L’origine della peste è molto antica (ne parla Tucidide nel 5° secolo A.C.), e per la sua forza distruttrice, è diventata nell’immaginario collettivo la ‘morte nera’, la malattia che ha accompagnato l’umanità nei secoli e che per questo è spesso presente nelle grandi opere letterarie e artistiche. La storia della grande peste nell’Europa del 1350, che ha causato la morte di quasi un terzo della popolazione europea e ha letteralmente contagiato tutti i paesi dal Mediterraneo alla Scandinavia e la Russia nel giro di cinque anni, è particolarmente sinistra perché è stata la conseguenza di un atto deliberato di bioterrorismo.

Nel 1347, infatti, l’esercito dei tartari stava assediando Caffa (l’odierna Feodosia), scalo commerciale della città di Genova in Crimea.

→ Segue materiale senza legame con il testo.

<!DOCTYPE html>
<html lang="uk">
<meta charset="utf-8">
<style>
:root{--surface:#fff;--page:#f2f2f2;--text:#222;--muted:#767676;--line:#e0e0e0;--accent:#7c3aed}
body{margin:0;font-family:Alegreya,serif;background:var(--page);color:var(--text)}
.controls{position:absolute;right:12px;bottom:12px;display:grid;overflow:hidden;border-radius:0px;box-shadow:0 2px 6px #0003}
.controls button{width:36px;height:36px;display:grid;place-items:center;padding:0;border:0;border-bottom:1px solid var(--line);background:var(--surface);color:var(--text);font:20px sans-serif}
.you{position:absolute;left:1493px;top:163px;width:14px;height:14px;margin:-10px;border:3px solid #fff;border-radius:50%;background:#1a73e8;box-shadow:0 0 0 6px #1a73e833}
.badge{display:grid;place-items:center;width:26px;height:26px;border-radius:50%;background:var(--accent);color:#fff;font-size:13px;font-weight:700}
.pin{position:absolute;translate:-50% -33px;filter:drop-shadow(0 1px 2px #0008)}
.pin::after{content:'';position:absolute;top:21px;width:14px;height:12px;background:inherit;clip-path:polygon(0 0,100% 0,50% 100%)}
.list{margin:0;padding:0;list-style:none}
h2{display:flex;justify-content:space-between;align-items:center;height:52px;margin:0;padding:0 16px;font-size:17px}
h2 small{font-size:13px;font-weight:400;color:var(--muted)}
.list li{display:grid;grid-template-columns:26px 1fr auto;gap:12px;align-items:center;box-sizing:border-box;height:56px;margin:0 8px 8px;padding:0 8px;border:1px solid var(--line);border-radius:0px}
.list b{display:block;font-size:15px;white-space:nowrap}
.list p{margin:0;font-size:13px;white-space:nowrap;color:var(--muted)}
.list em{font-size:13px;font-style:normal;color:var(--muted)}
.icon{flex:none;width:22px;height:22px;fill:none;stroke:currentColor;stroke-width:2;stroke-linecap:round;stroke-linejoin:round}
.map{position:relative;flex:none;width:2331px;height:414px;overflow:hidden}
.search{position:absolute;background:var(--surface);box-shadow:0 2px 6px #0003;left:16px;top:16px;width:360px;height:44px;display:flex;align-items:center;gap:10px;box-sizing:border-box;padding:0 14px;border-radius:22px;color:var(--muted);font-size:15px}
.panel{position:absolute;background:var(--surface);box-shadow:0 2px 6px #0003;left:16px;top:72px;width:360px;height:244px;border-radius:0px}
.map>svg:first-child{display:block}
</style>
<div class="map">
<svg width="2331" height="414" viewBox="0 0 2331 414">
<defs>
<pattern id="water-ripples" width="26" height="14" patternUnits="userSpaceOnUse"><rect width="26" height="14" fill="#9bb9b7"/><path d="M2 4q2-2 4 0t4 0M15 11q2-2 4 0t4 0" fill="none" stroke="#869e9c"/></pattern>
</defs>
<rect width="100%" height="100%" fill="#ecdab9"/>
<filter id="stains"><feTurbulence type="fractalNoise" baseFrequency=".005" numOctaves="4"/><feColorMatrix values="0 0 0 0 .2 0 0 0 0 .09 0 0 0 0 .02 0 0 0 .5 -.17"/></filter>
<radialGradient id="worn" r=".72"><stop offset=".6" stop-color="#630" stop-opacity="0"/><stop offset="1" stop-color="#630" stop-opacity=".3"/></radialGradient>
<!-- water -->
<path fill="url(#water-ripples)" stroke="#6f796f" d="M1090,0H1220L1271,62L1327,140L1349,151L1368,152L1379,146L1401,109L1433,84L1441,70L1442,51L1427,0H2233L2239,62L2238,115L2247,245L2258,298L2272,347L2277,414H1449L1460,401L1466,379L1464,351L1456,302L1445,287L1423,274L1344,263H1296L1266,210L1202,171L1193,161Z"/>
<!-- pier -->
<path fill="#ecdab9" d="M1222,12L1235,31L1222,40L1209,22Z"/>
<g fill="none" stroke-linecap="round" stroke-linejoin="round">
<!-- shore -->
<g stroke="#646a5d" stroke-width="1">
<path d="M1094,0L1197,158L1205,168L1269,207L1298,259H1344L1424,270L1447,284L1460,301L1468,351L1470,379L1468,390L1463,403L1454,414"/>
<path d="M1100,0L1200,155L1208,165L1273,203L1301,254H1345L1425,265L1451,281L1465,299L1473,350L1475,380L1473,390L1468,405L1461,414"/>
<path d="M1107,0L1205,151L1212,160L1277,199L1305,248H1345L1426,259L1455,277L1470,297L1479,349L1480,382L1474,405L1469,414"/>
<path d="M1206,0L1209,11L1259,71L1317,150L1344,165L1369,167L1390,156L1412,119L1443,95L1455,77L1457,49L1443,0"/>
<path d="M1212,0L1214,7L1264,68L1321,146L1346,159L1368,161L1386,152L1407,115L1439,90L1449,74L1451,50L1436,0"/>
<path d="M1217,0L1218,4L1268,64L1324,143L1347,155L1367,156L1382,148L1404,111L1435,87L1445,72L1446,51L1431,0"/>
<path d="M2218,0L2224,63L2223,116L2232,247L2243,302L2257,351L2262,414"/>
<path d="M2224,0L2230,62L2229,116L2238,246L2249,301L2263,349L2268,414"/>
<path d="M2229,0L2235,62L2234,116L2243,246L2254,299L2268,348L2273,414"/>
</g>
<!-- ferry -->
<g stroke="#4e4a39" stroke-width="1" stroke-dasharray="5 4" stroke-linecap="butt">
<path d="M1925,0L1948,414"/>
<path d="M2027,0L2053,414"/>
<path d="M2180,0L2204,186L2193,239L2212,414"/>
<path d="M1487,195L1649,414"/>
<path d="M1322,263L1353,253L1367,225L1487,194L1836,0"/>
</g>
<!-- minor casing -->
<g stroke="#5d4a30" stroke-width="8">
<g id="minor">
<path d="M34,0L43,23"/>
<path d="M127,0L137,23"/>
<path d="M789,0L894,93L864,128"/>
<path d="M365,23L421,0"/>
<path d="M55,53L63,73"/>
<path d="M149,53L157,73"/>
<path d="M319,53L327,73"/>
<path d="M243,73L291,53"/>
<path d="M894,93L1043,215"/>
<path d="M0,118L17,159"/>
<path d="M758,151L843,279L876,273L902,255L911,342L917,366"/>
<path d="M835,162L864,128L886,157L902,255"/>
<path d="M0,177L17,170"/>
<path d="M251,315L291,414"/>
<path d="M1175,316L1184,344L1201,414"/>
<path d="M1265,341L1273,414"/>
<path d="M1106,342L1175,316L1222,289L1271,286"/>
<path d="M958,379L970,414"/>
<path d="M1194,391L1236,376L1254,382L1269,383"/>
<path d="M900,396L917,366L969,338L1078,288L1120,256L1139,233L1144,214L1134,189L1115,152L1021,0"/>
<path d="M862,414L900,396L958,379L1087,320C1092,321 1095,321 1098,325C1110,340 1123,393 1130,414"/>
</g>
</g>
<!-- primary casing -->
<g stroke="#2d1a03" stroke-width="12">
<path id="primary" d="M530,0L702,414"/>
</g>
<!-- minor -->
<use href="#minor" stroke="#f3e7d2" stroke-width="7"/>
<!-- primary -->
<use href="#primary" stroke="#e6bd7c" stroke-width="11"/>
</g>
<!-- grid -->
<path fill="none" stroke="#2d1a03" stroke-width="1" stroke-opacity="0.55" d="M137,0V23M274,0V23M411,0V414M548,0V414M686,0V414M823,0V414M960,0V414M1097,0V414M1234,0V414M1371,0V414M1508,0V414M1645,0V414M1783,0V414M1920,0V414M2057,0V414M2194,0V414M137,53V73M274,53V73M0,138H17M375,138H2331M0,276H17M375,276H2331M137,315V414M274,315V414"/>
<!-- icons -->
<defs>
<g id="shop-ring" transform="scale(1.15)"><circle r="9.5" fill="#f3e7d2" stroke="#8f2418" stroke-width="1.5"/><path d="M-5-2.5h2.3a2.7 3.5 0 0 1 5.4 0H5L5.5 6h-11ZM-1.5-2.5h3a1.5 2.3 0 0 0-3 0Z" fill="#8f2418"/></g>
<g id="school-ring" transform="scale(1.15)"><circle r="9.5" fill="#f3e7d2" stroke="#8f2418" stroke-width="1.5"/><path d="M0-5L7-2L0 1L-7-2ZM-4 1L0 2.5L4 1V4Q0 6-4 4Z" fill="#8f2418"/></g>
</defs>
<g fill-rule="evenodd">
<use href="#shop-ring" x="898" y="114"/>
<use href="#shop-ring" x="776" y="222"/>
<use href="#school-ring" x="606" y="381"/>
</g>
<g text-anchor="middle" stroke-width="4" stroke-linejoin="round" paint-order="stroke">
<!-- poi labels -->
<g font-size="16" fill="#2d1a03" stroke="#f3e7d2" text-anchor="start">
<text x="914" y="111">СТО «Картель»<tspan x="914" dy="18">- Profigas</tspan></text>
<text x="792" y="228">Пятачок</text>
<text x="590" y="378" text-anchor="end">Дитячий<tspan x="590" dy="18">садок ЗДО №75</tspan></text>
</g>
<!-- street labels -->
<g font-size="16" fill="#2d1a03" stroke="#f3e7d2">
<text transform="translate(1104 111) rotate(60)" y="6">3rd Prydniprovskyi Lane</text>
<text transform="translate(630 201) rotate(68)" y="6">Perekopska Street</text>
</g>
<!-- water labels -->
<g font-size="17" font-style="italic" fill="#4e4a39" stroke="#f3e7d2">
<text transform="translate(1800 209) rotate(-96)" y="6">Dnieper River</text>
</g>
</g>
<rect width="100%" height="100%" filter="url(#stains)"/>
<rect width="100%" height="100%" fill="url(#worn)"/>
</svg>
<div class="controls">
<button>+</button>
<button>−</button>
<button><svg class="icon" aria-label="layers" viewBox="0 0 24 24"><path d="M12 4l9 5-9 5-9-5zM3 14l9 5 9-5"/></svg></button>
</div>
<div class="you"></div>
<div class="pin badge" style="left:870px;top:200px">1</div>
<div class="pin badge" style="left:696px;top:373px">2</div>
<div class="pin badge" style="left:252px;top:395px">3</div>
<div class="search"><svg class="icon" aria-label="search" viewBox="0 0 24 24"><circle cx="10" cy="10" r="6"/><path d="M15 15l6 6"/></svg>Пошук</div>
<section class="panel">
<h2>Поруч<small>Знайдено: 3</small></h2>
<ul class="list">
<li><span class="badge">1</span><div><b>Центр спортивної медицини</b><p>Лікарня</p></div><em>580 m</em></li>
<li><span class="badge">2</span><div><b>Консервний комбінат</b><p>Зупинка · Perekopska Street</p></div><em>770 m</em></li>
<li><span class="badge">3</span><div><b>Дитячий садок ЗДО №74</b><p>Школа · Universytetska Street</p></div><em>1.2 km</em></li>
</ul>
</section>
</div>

Le fila dell’esercito orientale erano sconvolte da un’epidemia di peste, diffusa da qualche anno in Asia e così il khan Ganibek decise di utilizzare i corpi infetti dei soldati morti per espugnare la città, catapultandoli oltre le mura. I marinai genovesi scappando da Caffa portarono la peste nei porti del Mediterraneo e da lì la malattia si diffuse in tutta Europa. E in Europa rimase come endemica, tornando a cicli di 10-12 anni, per i successivi tre secoli almeno. In una recente ricerca scientifica, che ha utilizzato nuove tecniche, gli scienziati Hendrik Poinar, Kirsti Bos e Johannes Krause hanno provato che fu una variante della Yersinia pestis, ormai estinta, a causare la prima epidemia tra il 1347 e il 1352

I medici dell’epoca rimasero disorientati di fronte a questo fenomeno, per loro incomprensibile. In caso di peste l’unico dovere del medico era di invitare l’ammalato a confessarsi. Il rimedio cui i medici più frequentemente ricorrevano erano fumigazioni con erbe aromatiche quali ad es. rosmarino menta e limone, che in effetti efficacemente repellono le pulci; purtroppo però applicare queste pratiche ad un contagiato era completamente inutile.

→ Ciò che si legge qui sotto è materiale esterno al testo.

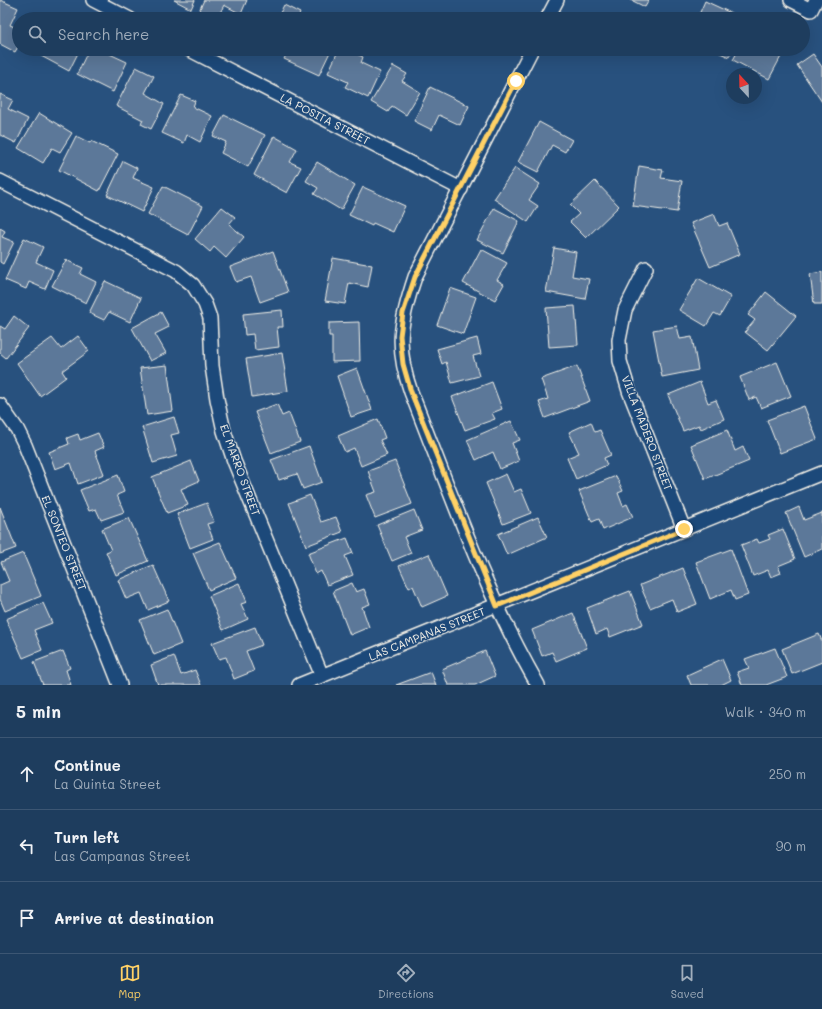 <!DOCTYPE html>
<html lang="en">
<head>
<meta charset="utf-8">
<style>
  :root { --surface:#1e3d5e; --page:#264464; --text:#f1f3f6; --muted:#a1aebc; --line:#3c5673; --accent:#ffd166 }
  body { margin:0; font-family:Mali,sans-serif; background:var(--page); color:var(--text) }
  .compass { position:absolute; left:726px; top:68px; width:36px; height:36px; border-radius:50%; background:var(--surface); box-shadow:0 4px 16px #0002; rotate:338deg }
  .stop { position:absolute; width:12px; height:12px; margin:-9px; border:3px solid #ffd166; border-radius:50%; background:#fff }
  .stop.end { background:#ffd166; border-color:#fff; box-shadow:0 1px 4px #0008 }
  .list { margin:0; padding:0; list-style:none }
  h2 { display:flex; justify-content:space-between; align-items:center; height:52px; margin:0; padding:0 16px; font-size:17px }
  h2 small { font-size:13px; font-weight:400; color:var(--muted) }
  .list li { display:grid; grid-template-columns:26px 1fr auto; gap:12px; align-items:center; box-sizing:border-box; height:72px; padding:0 16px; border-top:1px solid var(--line) }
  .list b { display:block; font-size:15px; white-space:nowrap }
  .list p { margin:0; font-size:13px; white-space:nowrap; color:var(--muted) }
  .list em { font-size:13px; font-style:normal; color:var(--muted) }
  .icon { flex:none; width:22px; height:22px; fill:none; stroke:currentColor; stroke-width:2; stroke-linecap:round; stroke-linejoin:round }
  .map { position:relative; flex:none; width:822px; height:685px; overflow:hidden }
  .search { position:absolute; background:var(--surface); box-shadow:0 4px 16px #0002; left:12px; right:12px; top:12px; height:44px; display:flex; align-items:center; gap:10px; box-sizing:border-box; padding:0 14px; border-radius:22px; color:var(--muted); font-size:15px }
  .sheet { height:268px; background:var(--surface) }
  nav { display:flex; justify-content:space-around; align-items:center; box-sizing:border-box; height:56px; border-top:1px solid var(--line); background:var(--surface); font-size:11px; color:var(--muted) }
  nav a { display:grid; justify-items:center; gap:2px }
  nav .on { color:var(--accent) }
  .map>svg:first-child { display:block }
  .building { fill:#5b7899; stroke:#f4f1e8 }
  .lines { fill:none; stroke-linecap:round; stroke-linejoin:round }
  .street-casing { stroke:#f4f1e8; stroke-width:16 }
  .street { stroke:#1f4a7a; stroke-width:13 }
  .route { stroke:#ffd166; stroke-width:5 }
  .labels { text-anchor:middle; stroke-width:3; stroke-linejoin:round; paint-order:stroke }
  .street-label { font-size:11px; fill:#f4f1e8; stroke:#1f4a7a }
</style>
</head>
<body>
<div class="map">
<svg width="822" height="685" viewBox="0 0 822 685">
  <rect width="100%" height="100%" fill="#28517e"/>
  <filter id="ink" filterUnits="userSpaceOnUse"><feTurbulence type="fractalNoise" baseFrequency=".025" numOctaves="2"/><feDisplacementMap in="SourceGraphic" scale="8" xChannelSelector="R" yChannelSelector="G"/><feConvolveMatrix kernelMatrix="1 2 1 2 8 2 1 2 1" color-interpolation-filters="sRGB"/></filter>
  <g filter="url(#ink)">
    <g class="building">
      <path d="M0 0 18 8 10 25 19 29V45L15 52 0 44Z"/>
      <path d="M174 0H195L191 9Z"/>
      <path d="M204 0H247L241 14 224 5 217 19H211L198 13Z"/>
      <path d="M631 0H649L645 7Z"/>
      <path d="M705 1 744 19H697Z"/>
      <path d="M284 5 300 13 297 19H277Z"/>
      <path d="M249 13 261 19H245Z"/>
      <path d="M28 49H80L69 71Z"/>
      <path d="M89 49H99L127 62 113 92 77 74Z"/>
      <path d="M289 49H329L331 50 319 75 284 59Z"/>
      <path d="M339 49H346L363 57 361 63 380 72 368 98 345 87 348 82 328 73Z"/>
      <path d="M711 49H733L729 57Z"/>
      <path d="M739 49H781L784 51 769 79 733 60Z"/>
      <path d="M813 54 822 67V102L797 65Z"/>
      <path d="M393 66 407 74 402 81 420 92 406 115 392 106 388 112 371 102Z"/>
      <path d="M136 67 154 76 145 93 164 104 151 129 141 124 143 120 116 106Z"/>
      <path d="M430 87 469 106 460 125 439 115 432 130 414 121Z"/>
      <path d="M0 94 13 100 8 109 28 119 16 143 0 135Z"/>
      <path d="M181 95 195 101 193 107 212 116 200 142 187 135 184 143 162 133Z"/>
      <path d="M39 113 72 133 60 152 52 148 43 163 18 148Z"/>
      <path d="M224 115 265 135 248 167 221 153 226 142 213 136Z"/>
      <path d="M539 122 572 140 565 152 552 145 538 172 518 162Z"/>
      <path d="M76 136 90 143 91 141 118 154 99 191 59 170Z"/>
      <path d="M274 136 297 149 290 162 301 167 287 193 254 175Z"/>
      <path d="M123 161 137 168 133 178 154 187 142 212 107 195Z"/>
      <path d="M317 162 355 185 341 210 314 194 318 188 306 181Z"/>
      <path d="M639 166 663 170 661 178 682 181 677 212 633 206Z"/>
      <path d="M515 168 540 184 529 200 538 206 528 222 494 199Z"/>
      <path d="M595 181 619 206 586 238 570 222 579 214 570 205Z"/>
      <path d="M163 186 203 206 188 235 148 214Z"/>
      <path d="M363 187 405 206 393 232 373 223 372 226 349 215Z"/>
      <path d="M222 207 235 217 229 224 244 237 226 258 214 247 210 252 195 239Z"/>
      <path d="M494 208 519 221 503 253 477 240Z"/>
      <path d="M714 214 719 226 727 223 740 254 710 267 691 223Z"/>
      <path d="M0 228 5 231 2 237 14 242 3 264 0 262Z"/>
      <path d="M24 238 43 247 36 262 53 270 45 289 29 282 26 289 5 280Z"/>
      <path d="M554 248 576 252 572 276 589 279 585 299 546 292Z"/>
      <path d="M481 249 507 263 497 280 504 284 495 300 463 283Z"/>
      <path d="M273 251 288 292 260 302 251 277 236 282 230 267Z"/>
      <path d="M333 258 372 265 368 287 349 283 345 304 325 301Z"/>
      <path d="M66 260 83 268 80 274 96 282 86 303 52 286Z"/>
      <path d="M822 272V304H814L810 274Z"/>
      <path d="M698 278 731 297 720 316 714 313 706 326 679 310Z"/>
      <path d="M105 281 141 298 130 322 109 312 104 320 89 313Z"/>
      <path d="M450 288 476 297 463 334 437 325Z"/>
      <path d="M766 292 796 316 768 350 745 332 755 320 748 315Z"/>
      <path d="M575 306 578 345 549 347 546 308Z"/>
      <path d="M282 310 283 327H277L279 347 255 350 253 334 245 335 243 314Z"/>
      <path d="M161 312 169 327 155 334 166 353 150 361 132 328Z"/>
      <path d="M14 316 29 328 6 358 0 353V326L5 329Z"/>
      <path d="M359 322 360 361 332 362V336H329V323Z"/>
      <path d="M677 326 680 339 692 337 698 370 662 377 653 330Z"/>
      <path d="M78 336 89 351 62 371 66 377 40 396 17 363 52 338 61 349Z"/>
      <path d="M477 338 481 354 473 356 479 376 452 383 446 362 442 364 437 349Z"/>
      <path d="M282 353 288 391 252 397 246 359Z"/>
      <path d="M777 362 791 396 761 408 756 397 749 400 740 377Z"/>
      <path d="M167 365 173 411 147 415 140 368Z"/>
      <path d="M577 366 590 401 545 418 539 402 548 399 541 379Z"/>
      <path d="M357 368 372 410 351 417 337 376Z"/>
      <path d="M492 382 502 409 492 413 495 419 465 430 452 397Z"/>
      <path d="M700 382 708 403 716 400 724 419 701 429 699 425 683 431 668 395Z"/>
      <path d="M277 404 282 416 289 413 300 442 271 453 255 412Z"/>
      <path d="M804 406 817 439 780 453 767 420Z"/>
      <path d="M174 417 179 433 171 435 177 456 153 463 142 427Z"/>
      <path d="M378 419 385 438 380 440 387 455 361 466 354 448 345 452 338 436Z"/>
      <path d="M511 421 520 440 512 443 519 461 500 469 493 452 476 460 467 440Z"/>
      <path d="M591 422 595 432 600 430 611 455 604 458 607 465 576 479 567 458 579 453 569 432Z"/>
      <path d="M727 430 735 451 743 447 749 461 705 479 691 445Z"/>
      <path d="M98 433 104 447 95 451 104 474 78 484 71 463 55 469 49 452 69 444 67 438 78 434 80 440Z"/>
      <path d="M309 446 322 482 303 489 297 474 279 480 271 460Z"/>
      <path d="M191 461 199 481 181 489 188 505 167 513 152 477Z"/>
      <path d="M395 461 412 504 375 518 366 495 376 492 368 471Z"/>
      <path d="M506 474 514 492 521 489 531 513 503 524 486 483Z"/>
      <path d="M118 475 124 492 117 495 124 512 101 520 96 509 89 511 80 490Z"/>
      <path d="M616 476 623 491 618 493 623 506 627 504 633 517 603 530 599 519 592 522 579 491Z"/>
      <path d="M310 495 321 522 336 517 342 532 306 546 289 503Z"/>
      <path d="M207 503 214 522 207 524 213 539 190 548 177 514Z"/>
      <path d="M0 507 16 548 0 554Z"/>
      <path d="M799 507 804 520 822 513V549L804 557 786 513Z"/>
      <path d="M414 510 422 530 404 537 411 553 392 561 377 525Z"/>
      <path d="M538 517 547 537 507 555 498 534Z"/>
      <path d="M129 518 148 561 116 575 106 552 111 550 102 529Z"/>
      <path d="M783 529 795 559 778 566 781 573 771 577 768 570 753 576 741 545 757 539 759 543 770 539 768 535Z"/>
      <path d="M347 538 353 553 345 556 353 575 327 585 321 571 316 574 308 553Z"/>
      <path d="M220 542 236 578 209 590 193 553Z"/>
      <path d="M731 549 748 595 735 600 731 590 710 599 696 562Z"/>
      <path d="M23 553 41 596 5 611 0 599V585L9 581 1 562Z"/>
      <path d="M429 554 447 596 422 607 413 586 409 588 399 566Z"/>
      <path d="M153 565 169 601 148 610 141 593 126 599 118 580Z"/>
      <path d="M683 568 697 604 677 612 672 599 650 608 640 585Z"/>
      <path d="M239 583 247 602 241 604 248 619 223 630 209 596Z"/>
      <path d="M352 583 356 592 364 589 370 604 362 607 369 627 350 635 333 591Z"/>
      <path d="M630 591 643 624 610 637 607 629 596 634 587 608Z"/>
      <path d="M43 603 52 623 34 630 42 650 23 658 6 619Z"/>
      <path d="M167 609 181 644 154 655 140 620Z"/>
      <path d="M573 613 587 648 556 661 552 652 542 656 532 630Z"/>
      <path d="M255 627 262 645 246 651 254 671 234 679 226 657 219 659 212 643Z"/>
      <path d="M819 634 822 641V662L792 674 782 649Z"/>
      <path d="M775 648 787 677 766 685H742L737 672 749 668 745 659Z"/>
      <path d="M63 651 70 668 66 670 71 685H43L34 662Z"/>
      <path d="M485 651 495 676 475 685H448L442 669Z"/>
      <path d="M174 656 181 675 195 670 201 685H158L151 665Z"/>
      <path d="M722 659 731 680 721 685H691L687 675Z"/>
      <path d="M431 672 436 685H396Z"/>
    </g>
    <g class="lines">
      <g class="street-casing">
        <g id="street">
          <path d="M93 0 130 19"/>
          <path d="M791 0 811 10 816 0"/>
          <path d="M547 19 557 0"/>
          <path d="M188 49 461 189"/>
          <path d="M532 49 415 277C400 322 395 347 411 392 450 491 485 593 538 685"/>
          <path d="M0 181 176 271 193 285 205 304 210 318 212 366 217 399 224 431 234 461 322 676"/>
          <path d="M646 268 625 310 619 340 620 361 629 391 684 529"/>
          <path d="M0 405 17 429 25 445 120 685"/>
          <path d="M299 685 822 473"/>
        </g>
      </g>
      <use href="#street" class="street"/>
    </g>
  </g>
  <g class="lines" filter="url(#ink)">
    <path class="route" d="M516 81 415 277 403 313 400 336 403 364 411 392 497 606 684 529"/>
  </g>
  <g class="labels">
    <g class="street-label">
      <text transform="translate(325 119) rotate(27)" y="4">LA POSITA STREET</text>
      <text transform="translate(647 433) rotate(69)" y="4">VILLA MADERO STREET</text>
      <text transform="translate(240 470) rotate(70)" y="4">EL MARRO STREET</text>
      <text transform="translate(64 543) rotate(68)" y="4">EL SONTEO STREET</text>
      <text transform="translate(427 634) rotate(-22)" y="4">LAS CAMPANAS STREET</text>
    </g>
  </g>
</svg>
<svg class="compass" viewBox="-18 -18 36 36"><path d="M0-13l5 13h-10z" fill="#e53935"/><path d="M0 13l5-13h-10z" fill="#a1aebc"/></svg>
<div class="stop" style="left:516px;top:81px"></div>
<div class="stop end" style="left:684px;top:529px"></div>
<div class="search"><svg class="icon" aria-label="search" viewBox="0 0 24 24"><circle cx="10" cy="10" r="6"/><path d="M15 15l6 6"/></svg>Search here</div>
</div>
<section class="sheet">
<h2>5 min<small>Walk · 340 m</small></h2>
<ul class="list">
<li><svg class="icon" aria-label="ahead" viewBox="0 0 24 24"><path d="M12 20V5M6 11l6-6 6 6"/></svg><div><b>Continue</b><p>La Quinta Street</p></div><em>250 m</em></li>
<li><svg class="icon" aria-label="left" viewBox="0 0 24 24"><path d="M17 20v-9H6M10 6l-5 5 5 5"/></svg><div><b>Turn left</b><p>Las Campanas Street</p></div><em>90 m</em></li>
<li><svg class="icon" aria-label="arrive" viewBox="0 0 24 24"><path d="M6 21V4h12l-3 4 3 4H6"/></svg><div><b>Arrive at destination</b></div></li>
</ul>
</section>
<nav>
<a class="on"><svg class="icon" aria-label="map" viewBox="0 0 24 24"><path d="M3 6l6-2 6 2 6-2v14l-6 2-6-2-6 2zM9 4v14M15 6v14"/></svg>Map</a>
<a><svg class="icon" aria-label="directions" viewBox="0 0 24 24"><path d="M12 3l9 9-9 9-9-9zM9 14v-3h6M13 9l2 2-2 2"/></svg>Directions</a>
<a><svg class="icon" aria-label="saved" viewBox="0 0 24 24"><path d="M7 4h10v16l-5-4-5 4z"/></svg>Saved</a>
</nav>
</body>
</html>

L’agente patogeno della peste è Yersinia pestis scoperto nel 1894 da Alexandre Yersin. Si tratta di un coccobacillo Gram-negativo appartenente alla famiglia delle Enterobacteriaceae Non Coliformi.

Per ridurre le probabilità di morte è essenziale trattare con antibiotici entro le prime 24 ore dalla comparsa dei sintomi, con streptomicina, gentamicina, tetracicline o cloramfenicolo. Il trattamento con antibiotici è raccomandato, secondo i CDC americani, per sette giorni anche nelle persone che entrano potenzialmente a contatto con il malato


Notizie correlaste: Centro nazionale per la prevenzione delle malattie e la promozione della salute dell’Istituto superiore di sanità. Peste: informazioni generali

Corriere della Sera. Focolaio di peste in Arizona, pulci infette e tre casi umani (guariti)

Ma quel che non mi può entrare, è di questi signori medici; confessare che ci troviamo sotto una congiunzione così maligna, e poi venirci a dire, con faccia tosta: non toccate qui, non toccate là, e sarete sicuri! Come se questo schivare il contatto materiale de’ corpi terreni, potesse impedir l’effetto virtuale de’ corpi celesti! E tanto affannarsi a bruciar de’ cenci! Povera gente! brucerete Giove? brucerete Saturno?

His fretus, vale a dire [n.d.r.: fidandosi] su questi bei fondamenti, non prese nessuna precauzione contro la peste; gli s’attaccò; andò a letto, a morire, come un eroe di Metastasio, prendendosela con le stelle.